▶ _TO DO_
Filter the data for lines with the word "margin", then copy every line so identified.

Stored records
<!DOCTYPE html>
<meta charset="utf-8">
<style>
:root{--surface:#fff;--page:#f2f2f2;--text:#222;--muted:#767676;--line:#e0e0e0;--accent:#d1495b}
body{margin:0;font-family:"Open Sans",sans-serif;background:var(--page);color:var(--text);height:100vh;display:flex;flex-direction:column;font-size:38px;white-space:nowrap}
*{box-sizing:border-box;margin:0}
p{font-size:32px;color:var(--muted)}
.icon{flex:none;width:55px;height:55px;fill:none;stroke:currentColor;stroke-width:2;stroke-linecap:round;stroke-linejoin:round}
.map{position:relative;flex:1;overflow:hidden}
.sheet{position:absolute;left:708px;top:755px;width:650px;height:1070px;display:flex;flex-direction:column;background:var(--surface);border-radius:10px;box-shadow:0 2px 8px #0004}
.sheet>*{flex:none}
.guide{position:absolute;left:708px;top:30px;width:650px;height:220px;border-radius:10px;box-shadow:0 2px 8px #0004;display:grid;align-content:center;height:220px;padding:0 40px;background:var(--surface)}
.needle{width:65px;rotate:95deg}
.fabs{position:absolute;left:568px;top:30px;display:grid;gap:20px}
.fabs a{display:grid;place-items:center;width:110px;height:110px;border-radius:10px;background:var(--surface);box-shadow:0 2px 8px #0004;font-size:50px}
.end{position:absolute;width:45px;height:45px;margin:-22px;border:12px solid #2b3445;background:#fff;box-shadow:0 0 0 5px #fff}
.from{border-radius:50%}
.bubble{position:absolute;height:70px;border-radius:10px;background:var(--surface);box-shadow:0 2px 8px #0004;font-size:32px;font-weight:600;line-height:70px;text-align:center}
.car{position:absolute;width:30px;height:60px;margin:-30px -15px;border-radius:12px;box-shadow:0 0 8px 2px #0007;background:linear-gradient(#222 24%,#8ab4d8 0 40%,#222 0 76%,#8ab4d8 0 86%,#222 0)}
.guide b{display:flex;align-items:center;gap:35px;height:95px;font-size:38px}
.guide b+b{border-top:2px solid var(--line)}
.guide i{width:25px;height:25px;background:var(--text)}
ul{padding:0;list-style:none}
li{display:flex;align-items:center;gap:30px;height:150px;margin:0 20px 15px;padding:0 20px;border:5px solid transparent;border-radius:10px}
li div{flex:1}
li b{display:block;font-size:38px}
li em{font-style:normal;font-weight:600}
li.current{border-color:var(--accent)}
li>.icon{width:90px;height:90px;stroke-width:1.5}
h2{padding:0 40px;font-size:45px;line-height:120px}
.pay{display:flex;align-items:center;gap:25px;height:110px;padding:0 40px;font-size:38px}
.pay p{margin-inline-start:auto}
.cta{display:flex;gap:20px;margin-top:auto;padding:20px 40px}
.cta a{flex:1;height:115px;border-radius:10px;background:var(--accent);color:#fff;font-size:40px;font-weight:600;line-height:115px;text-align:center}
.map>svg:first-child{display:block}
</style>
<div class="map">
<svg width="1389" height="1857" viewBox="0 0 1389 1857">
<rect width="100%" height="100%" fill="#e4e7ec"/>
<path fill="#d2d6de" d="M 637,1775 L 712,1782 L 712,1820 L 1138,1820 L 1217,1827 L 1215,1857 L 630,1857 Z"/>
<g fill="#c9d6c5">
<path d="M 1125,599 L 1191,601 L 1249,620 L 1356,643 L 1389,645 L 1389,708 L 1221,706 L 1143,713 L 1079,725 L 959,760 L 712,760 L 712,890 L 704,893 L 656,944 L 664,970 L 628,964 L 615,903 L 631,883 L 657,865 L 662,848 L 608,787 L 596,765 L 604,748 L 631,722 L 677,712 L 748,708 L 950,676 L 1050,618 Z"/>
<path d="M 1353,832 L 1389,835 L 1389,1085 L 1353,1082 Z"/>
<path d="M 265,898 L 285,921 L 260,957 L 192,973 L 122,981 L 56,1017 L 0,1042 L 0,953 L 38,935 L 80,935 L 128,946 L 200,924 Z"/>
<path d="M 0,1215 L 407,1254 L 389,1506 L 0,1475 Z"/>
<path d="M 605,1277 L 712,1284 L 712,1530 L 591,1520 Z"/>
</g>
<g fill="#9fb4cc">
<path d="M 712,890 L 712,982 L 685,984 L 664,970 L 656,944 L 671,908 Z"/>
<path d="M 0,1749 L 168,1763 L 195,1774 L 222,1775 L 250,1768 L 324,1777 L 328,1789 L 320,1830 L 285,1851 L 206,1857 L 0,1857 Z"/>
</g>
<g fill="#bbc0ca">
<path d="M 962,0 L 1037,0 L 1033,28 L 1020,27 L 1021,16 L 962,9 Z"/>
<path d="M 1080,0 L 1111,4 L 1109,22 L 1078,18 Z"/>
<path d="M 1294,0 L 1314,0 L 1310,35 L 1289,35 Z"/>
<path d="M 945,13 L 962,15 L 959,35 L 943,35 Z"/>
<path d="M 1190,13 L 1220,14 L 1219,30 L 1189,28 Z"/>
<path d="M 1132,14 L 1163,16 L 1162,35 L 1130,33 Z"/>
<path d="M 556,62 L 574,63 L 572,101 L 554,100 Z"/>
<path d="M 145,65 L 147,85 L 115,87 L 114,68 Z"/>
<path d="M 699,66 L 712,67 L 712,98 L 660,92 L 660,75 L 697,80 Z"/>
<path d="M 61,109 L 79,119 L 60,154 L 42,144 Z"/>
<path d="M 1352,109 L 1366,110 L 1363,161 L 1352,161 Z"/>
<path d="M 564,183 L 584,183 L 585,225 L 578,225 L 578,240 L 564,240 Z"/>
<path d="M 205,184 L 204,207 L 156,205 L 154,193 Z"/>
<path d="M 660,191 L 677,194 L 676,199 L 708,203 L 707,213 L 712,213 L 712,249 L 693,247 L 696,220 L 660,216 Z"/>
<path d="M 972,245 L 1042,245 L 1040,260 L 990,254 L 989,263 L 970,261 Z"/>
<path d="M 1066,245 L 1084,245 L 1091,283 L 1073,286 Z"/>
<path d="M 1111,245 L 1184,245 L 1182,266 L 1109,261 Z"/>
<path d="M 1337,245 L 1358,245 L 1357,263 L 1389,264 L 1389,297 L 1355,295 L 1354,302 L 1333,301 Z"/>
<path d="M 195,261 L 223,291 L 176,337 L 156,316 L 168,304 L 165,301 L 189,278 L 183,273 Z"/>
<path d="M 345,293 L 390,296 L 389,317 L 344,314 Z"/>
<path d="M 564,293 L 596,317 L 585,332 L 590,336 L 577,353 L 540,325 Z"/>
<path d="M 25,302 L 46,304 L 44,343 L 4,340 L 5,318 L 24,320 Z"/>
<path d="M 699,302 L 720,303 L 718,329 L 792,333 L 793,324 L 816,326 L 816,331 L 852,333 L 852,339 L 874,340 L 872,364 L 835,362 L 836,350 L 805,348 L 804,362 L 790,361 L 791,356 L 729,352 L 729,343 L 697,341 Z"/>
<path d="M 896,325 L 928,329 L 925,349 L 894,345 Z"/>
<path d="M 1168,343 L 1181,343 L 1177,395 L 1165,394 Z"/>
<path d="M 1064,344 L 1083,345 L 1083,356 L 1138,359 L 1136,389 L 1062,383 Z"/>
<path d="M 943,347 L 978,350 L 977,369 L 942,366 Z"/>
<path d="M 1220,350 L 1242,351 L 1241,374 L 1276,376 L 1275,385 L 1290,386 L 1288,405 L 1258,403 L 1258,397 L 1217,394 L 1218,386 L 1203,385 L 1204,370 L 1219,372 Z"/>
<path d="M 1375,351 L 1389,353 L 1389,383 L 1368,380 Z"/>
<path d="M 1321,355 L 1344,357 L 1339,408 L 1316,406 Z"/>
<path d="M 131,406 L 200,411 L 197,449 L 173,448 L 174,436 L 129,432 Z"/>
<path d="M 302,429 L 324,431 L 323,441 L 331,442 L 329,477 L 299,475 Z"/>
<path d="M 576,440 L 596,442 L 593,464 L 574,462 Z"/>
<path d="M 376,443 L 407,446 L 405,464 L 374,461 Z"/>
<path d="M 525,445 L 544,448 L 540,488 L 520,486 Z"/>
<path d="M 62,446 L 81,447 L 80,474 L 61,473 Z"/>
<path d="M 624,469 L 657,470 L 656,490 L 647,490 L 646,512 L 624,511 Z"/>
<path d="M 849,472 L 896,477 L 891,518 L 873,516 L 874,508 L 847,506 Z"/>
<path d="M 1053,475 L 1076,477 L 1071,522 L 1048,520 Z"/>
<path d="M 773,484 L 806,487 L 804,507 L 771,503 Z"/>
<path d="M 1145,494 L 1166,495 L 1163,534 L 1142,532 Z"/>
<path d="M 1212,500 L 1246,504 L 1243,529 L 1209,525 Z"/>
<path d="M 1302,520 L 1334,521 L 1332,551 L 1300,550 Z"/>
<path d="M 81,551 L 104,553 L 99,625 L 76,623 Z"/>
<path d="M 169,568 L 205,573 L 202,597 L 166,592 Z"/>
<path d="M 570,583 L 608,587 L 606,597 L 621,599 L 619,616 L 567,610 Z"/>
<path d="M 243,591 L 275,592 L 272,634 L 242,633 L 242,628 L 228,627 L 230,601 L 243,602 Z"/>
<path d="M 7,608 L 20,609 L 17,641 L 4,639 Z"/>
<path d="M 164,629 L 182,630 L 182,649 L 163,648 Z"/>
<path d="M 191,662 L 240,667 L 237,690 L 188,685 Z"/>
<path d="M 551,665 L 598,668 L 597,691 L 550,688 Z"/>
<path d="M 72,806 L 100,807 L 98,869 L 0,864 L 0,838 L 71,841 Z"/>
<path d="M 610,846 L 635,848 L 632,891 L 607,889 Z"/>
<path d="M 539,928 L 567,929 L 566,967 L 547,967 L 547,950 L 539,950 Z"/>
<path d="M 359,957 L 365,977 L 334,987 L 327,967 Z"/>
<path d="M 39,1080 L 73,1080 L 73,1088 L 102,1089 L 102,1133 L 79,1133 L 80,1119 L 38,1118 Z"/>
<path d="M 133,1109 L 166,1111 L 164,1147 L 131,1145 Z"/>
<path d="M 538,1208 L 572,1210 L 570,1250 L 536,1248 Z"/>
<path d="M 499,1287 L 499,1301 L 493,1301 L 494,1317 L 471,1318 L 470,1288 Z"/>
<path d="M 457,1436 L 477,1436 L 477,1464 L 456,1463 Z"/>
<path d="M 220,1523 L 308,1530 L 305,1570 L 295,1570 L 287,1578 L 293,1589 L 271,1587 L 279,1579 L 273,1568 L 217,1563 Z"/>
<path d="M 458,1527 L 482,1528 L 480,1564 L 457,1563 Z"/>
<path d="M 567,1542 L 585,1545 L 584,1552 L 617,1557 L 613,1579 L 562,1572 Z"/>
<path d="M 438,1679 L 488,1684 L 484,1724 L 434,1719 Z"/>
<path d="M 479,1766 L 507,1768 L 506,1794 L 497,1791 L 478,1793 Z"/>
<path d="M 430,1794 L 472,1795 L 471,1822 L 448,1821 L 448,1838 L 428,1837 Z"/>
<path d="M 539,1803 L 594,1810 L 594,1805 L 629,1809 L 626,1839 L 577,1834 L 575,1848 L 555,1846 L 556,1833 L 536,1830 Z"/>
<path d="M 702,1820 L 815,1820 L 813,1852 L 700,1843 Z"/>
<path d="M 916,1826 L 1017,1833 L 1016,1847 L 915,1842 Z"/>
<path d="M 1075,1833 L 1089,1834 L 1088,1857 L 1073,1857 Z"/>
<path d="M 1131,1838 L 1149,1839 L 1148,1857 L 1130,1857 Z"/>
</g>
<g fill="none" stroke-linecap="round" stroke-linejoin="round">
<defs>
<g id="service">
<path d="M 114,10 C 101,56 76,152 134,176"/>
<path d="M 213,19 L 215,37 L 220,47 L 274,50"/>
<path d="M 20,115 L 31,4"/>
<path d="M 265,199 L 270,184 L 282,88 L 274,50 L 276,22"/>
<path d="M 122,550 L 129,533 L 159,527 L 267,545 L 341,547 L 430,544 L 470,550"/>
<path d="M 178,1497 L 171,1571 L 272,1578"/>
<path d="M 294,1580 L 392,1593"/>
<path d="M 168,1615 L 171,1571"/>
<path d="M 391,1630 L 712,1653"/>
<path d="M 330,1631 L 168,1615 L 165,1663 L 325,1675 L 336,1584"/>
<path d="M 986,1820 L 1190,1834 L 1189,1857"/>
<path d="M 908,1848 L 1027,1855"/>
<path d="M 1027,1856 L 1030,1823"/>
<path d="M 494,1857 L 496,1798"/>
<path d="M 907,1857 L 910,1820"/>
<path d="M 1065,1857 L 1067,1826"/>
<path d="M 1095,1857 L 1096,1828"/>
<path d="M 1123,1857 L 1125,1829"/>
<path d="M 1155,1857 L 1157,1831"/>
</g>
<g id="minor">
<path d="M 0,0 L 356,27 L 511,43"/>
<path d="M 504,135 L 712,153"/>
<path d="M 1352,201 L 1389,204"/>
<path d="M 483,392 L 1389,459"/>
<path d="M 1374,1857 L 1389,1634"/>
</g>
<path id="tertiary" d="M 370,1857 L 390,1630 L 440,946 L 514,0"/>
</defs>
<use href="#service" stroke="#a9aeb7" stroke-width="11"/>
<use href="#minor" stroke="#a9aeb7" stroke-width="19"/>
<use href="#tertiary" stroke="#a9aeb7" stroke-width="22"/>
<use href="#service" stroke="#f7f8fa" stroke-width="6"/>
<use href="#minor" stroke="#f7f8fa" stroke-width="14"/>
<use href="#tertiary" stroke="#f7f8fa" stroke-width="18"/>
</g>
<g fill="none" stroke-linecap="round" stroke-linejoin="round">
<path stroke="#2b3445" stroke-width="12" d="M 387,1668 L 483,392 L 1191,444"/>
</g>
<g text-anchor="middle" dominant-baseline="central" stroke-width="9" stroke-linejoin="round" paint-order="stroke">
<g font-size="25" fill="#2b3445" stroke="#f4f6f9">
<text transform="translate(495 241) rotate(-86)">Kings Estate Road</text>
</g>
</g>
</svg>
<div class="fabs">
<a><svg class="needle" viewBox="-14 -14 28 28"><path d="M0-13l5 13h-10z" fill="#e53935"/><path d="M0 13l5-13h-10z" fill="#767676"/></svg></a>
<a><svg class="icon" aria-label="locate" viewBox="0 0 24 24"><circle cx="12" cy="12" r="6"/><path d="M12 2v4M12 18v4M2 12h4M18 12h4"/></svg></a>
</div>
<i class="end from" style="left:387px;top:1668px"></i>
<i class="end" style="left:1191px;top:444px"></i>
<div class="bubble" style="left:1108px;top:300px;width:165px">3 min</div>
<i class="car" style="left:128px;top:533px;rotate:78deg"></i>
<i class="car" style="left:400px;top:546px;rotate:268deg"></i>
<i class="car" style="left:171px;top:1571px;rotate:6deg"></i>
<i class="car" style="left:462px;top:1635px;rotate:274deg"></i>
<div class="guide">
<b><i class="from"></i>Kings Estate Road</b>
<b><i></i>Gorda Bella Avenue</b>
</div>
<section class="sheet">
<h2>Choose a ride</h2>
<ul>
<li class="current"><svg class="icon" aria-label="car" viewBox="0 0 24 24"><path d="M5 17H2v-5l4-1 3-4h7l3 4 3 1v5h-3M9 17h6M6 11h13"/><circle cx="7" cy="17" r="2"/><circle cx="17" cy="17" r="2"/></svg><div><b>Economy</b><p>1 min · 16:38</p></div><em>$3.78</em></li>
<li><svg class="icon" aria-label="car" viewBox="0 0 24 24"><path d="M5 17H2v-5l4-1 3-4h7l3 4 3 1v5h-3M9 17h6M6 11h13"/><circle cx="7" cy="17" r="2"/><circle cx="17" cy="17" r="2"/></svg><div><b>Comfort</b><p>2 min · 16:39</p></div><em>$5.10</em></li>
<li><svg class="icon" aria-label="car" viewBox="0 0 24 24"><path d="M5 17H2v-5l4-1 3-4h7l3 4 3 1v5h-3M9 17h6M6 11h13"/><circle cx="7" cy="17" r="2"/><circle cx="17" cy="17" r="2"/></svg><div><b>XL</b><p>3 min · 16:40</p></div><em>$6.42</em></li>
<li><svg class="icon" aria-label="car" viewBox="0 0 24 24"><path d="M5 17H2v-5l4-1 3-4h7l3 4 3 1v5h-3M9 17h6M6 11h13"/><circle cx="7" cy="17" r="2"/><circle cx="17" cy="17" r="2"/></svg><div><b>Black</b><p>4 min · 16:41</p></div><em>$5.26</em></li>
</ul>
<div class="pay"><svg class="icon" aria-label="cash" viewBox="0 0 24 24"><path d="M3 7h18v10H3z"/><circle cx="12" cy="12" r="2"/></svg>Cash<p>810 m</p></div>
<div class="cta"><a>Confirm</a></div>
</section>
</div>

▶ _PROBLEM SOLUTION_
body{margin:0;font-family:"Open Sans",sans-serif;background:var(--page);color:var(--text);height:100vh;display:flex;flex-direction:column;font-size:38px;white-space:nowrap}
*{box-sizing:border-box;margin:0}
.end{position:absolute;width:45px;height:45px;margin:-22px;border:12px solid #2b3445;background:#fff;box-shadow:0 0 0 5px #fff}
.car{position:absolute;width:30px;height:60px;margin:-30px -15px;border-radius:12px;box-shadow:0 0 8px 2px #0007;background:linear-gradient(#222 24%,#8ab4d8 0 40%,#222 0 76%,#8ab4d8 0 86%,#222 0)}
li{display:flex;align-items:center;gap:30px;height:150px;margin:0 20px 15px;padding:0 20px;border:5px solid transparent;border-radius:10px}
.pay p{margin-inline-start:auto}
.cta{display:flex;gap:20px;margin-top:auto;padding:20px 40px}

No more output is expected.